Report every line of the records below that includes the string "rows".

Stored items
============================================================

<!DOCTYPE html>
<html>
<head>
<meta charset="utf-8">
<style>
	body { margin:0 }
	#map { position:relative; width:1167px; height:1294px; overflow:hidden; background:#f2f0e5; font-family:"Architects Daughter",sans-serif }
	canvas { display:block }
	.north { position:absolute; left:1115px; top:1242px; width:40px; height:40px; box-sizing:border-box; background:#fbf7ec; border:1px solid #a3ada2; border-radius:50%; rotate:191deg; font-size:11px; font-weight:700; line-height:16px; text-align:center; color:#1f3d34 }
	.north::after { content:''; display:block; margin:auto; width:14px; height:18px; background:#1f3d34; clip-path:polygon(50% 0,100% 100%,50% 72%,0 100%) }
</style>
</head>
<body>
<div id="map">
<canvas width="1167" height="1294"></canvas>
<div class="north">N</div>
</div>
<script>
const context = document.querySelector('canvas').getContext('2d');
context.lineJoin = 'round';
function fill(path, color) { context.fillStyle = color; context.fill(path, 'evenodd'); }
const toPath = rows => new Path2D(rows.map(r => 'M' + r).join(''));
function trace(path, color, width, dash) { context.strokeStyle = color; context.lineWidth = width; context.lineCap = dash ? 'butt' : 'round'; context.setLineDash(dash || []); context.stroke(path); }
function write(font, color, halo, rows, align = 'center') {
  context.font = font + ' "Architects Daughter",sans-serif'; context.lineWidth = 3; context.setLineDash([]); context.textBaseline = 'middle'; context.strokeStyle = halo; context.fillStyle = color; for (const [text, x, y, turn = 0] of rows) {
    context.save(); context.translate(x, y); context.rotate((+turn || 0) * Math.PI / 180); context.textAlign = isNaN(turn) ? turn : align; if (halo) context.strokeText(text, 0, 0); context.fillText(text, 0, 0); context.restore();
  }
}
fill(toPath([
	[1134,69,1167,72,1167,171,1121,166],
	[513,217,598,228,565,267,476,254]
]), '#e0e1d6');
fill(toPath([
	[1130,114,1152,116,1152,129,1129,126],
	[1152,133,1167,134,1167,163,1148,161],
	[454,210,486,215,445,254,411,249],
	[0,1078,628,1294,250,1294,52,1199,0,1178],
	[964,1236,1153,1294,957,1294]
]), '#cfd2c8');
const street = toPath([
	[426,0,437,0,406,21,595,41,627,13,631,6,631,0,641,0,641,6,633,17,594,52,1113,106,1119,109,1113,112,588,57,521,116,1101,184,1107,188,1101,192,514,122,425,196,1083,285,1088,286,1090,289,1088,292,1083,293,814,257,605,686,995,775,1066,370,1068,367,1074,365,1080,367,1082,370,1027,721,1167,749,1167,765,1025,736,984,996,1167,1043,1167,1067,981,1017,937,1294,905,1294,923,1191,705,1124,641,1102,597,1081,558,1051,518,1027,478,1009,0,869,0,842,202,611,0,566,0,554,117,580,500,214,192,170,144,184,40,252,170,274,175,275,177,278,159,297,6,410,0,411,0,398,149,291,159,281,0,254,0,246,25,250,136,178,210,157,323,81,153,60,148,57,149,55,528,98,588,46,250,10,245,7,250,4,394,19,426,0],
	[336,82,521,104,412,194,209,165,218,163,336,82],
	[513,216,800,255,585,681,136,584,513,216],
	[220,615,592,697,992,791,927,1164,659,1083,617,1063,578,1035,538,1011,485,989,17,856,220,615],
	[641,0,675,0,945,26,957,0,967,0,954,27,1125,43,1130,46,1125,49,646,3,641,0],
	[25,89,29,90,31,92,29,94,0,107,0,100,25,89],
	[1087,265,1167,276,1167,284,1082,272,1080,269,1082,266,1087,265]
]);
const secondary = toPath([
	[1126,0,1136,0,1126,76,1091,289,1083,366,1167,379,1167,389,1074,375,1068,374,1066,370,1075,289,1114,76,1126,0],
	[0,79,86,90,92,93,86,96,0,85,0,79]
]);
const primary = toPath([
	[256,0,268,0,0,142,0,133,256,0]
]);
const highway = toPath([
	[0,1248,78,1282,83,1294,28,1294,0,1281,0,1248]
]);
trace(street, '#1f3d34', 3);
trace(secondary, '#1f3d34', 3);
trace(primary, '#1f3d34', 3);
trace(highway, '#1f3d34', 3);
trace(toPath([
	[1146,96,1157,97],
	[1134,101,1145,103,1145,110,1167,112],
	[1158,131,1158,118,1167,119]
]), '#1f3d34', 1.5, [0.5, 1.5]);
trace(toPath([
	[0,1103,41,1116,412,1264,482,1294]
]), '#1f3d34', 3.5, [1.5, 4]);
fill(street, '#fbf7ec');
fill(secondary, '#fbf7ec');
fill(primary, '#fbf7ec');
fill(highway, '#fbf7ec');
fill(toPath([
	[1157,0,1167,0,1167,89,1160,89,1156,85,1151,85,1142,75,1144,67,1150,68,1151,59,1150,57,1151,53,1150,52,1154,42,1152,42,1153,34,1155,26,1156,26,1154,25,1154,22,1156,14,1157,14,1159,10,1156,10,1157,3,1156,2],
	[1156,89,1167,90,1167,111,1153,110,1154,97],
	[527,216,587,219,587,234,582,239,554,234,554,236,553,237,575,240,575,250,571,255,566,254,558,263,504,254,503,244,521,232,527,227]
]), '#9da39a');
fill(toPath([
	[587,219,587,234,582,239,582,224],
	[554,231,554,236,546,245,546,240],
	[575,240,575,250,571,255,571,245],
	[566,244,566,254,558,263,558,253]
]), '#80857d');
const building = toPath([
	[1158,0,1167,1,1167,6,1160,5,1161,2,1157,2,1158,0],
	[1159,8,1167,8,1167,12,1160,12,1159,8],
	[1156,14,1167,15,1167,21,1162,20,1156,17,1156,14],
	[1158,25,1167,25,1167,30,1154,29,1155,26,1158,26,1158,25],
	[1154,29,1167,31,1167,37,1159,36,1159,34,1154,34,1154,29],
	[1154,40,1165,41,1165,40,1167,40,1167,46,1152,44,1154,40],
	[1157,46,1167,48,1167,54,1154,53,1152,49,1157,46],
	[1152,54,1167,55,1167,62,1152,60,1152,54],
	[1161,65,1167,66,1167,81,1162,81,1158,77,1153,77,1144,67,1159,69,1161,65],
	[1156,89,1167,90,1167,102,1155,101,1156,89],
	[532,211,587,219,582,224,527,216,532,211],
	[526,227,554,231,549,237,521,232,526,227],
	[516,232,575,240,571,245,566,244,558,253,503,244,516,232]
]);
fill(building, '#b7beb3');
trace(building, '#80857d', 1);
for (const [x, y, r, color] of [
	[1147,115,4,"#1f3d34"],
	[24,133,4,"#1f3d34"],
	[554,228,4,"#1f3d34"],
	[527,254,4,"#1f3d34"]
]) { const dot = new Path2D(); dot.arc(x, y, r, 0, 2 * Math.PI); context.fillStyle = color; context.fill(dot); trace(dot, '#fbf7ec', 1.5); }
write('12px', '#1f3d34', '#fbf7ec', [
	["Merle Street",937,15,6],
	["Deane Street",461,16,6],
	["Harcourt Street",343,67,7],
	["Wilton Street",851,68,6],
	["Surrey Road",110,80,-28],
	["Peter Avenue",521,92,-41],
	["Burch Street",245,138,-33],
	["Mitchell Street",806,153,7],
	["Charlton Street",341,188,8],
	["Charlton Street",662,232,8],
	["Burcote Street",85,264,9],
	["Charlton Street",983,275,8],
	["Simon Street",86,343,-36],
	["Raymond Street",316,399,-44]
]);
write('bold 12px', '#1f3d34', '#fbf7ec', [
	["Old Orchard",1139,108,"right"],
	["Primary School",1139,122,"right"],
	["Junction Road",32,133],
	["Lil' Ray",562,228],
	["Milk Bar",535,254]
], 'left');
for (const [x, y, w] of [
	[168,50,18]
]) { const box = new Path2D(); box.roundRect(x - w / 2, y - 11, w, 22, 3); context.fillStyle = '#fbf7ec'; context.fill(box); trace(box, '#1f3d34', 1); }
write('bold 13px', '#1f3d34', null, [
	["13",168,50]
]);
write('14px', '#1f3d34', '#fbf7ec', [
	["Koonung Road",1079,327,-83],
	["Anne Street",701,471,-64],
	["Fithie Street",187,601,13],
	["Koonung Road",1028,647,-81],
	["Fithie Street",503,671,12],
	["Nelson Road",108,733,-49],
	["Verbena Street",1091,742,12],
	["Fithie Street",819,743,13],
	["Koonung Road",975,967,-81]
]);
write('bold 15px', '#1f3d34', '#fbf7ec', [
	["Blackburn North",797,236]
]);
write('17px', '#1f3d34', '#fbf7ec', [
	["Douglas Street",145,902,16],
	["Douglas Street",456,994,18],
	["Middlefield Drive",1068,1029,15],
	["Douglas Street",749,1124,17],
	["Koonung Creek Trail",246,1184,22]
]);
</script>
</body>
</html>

============================================================

### Solved problem:
const toPath = rows => new Path2D(rows.map(r => 'M' + r).join(''));
function write(font, color, halo, rows, align = 'center') {
  context.font = font + ' "Architects Daughter",sans-serif'; context.lineWidth = 3; context.setLineDash([]); context.textBaseline = 'middle'; context.strokeStyle = halo; context.fillStyle = color; for (const [text, x, y, turn = 0] of rows) {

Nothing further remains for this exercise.